T.S. Eliot said, ‘I was a communist in the 1920s and then one day I woke up and said, ‘Why would anyone believe in a doctrine that offers the promise that a thousand years from now, one’s ancestors would look back on him as some lemur in the line of his evolution?” that’s the only meaning that can be offered by life without God intervening into it. And so these people who allow themselves to be doped up, they’ll accept the opiate part of Christianity. They say, “Oh well, if I die” – not “when I die” by they – but “if I die, I believe I’ll go to heaven.” But if you ask them, “What about going to hell?” “Oh, you know, you don’t really believe that do you,” or, “That’s for really bad people. Hitler and Stalin and those guys.” But let me tell you that it’s the same Lord who told us about Heaven – about the many orders of angels, about the many mansions in His Father’s house, and who promised us that we could be with Him where He is at the right hand of the Father – who also described the lake of fire, the place of destruction where the worm does cease and the fire is not quenched.

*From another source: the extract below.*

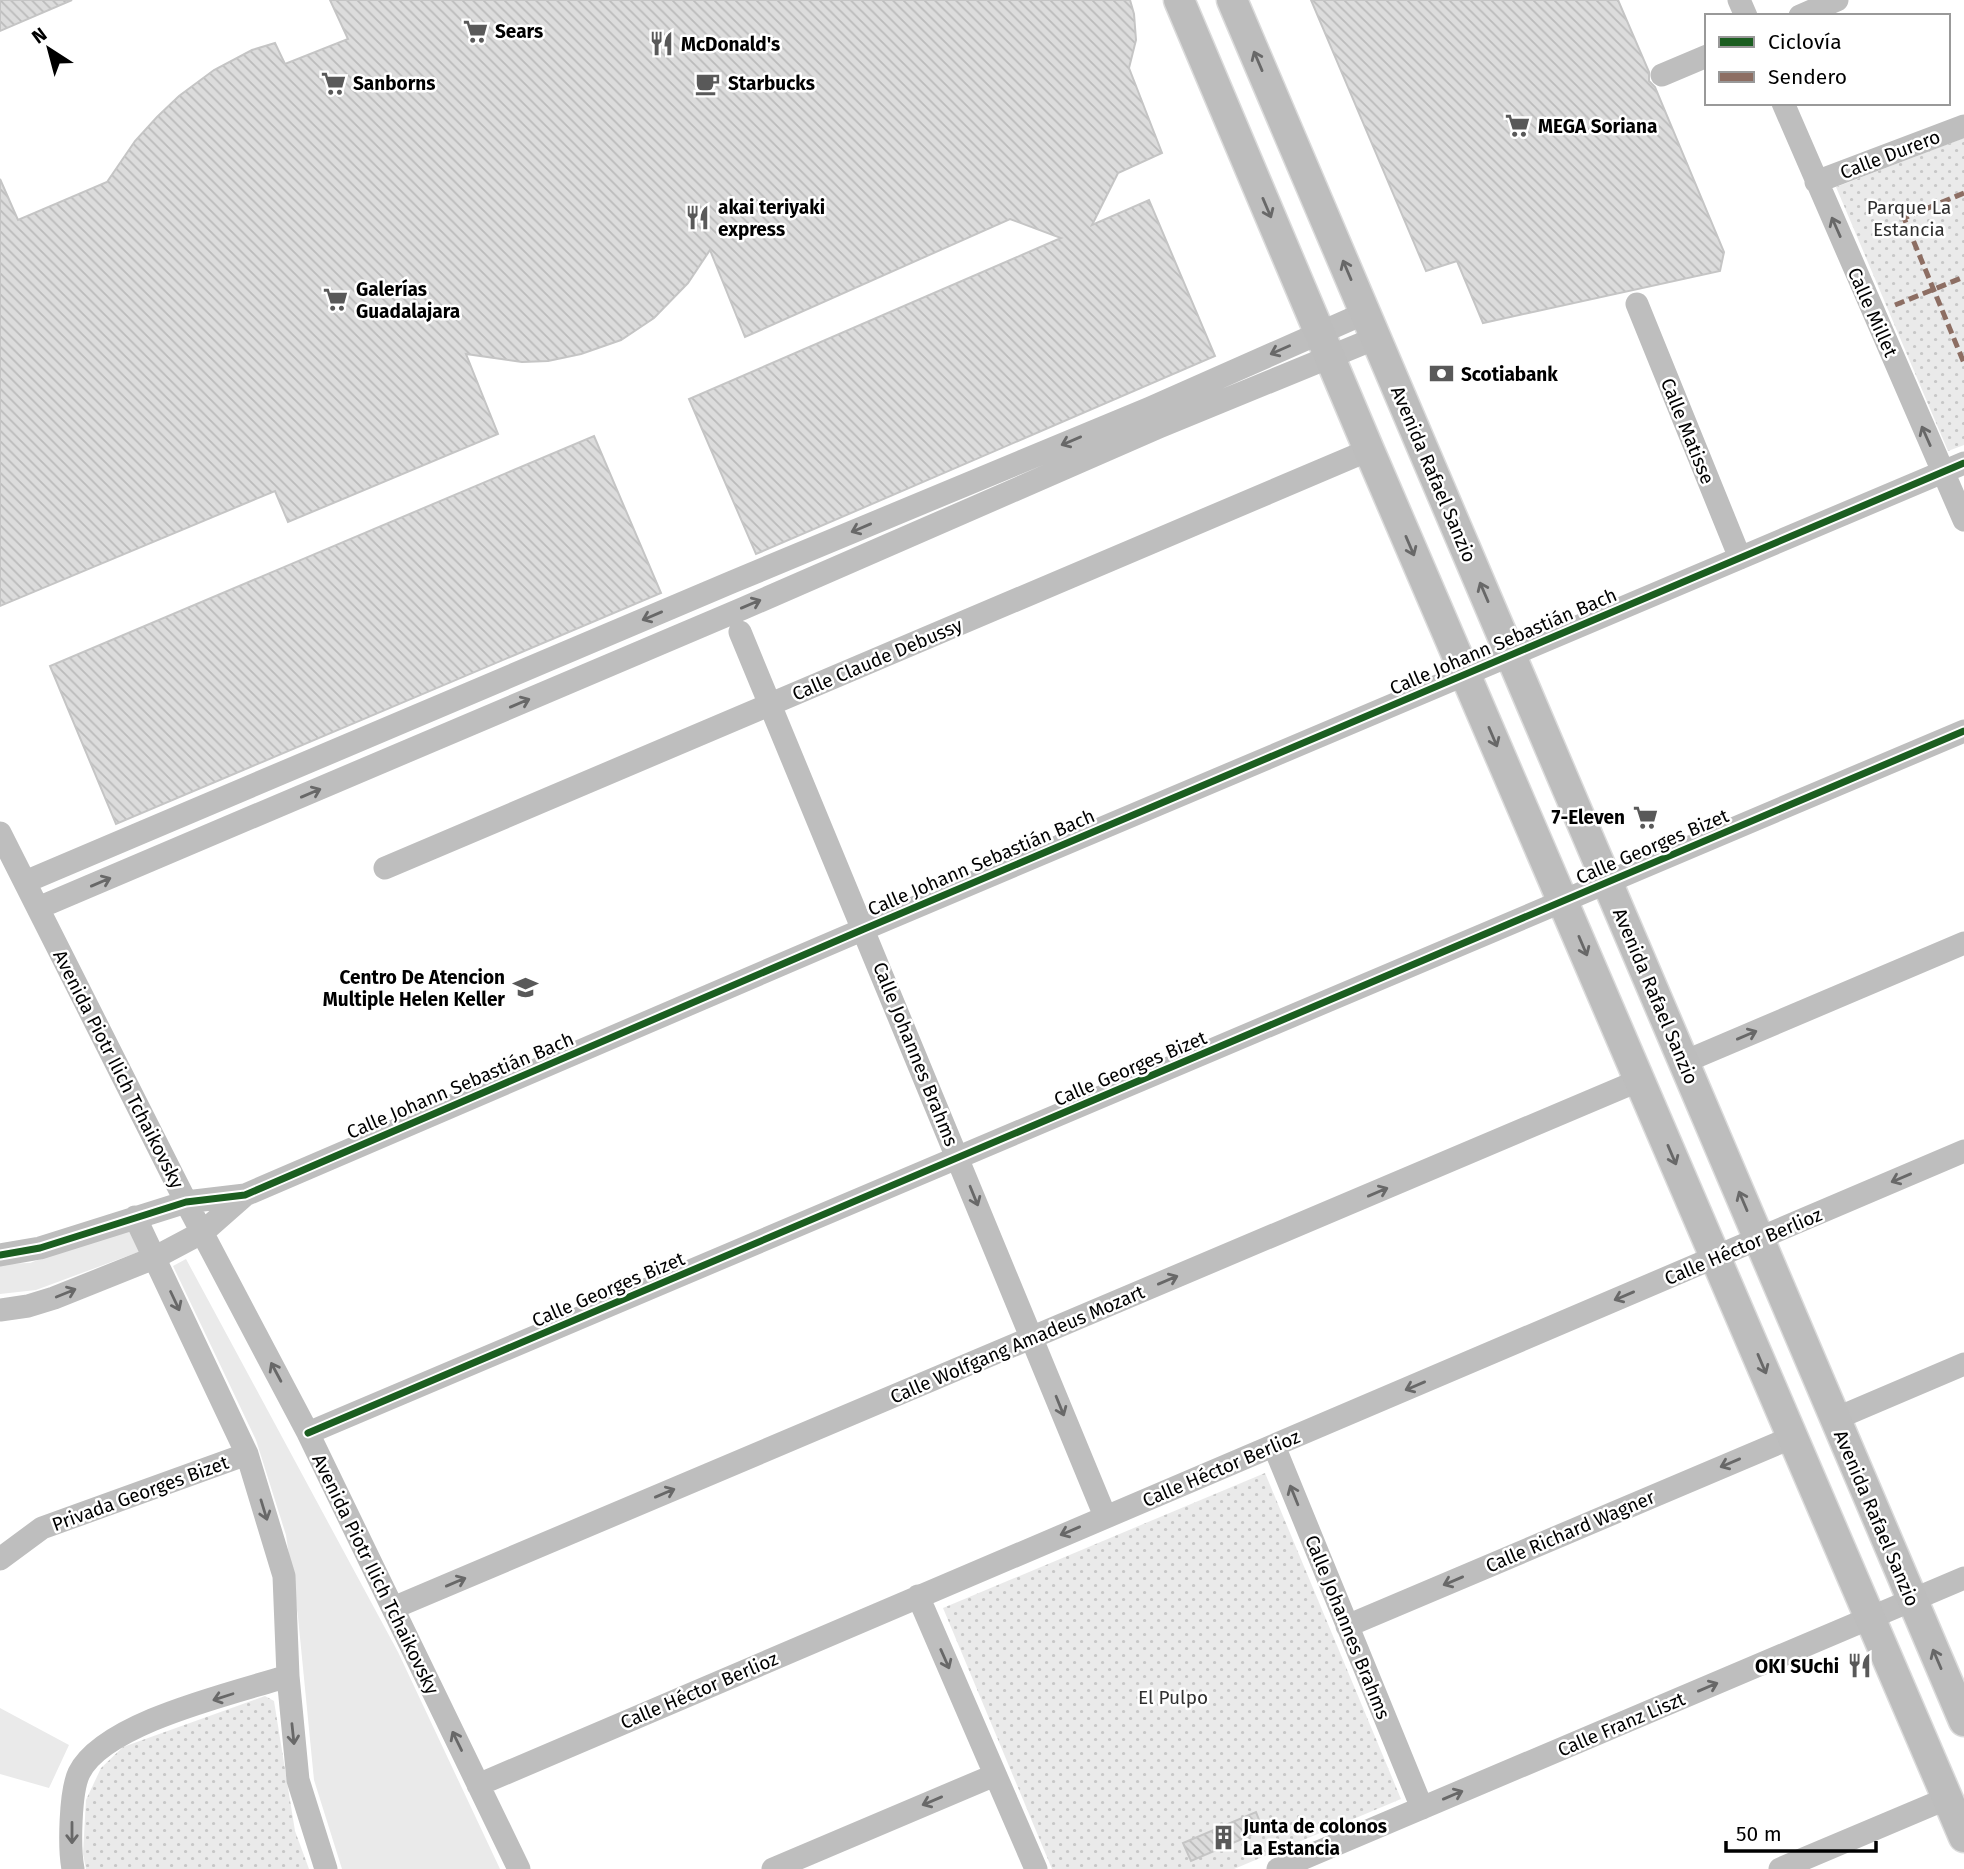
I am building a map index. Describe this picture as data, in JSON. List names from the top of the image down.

Brothers and sisters, if there’s a sin that makes a person worthy of losing the grace God has given him, it’s handling lightly the gift of the blood of God. It’s taking Christ’s cross on our shoulder and then putting it in the closet for the rest of our lives because it really is not an attractive ornament and a pretty heavy burden for us. It is pretending to be a believer. It is making believe that we are Orthodox, holding in the back of our minds some silly thought like, “Well, maybe I will win the lottery and there really is a heaven.” That is the really dangerous position. It is not being an adulterer, a murderer, a fornicator, or a homosexual pervert that is the most terrible thing. It is the sin against the Spirit of God. It is calling good “evil,” and evil “good.” It is embracing Jesus, not with tears like Mary Madgalene, not wiping His feet with our hair, but it is approaching Jesus like Judas – giving Him a kiss and then saying, “Now go away. I’ll put you aside for a while God because I can’t really enjoy life with you in the middle of it. I can’t do the things I wanna do if I see your face looking at me while I do them.”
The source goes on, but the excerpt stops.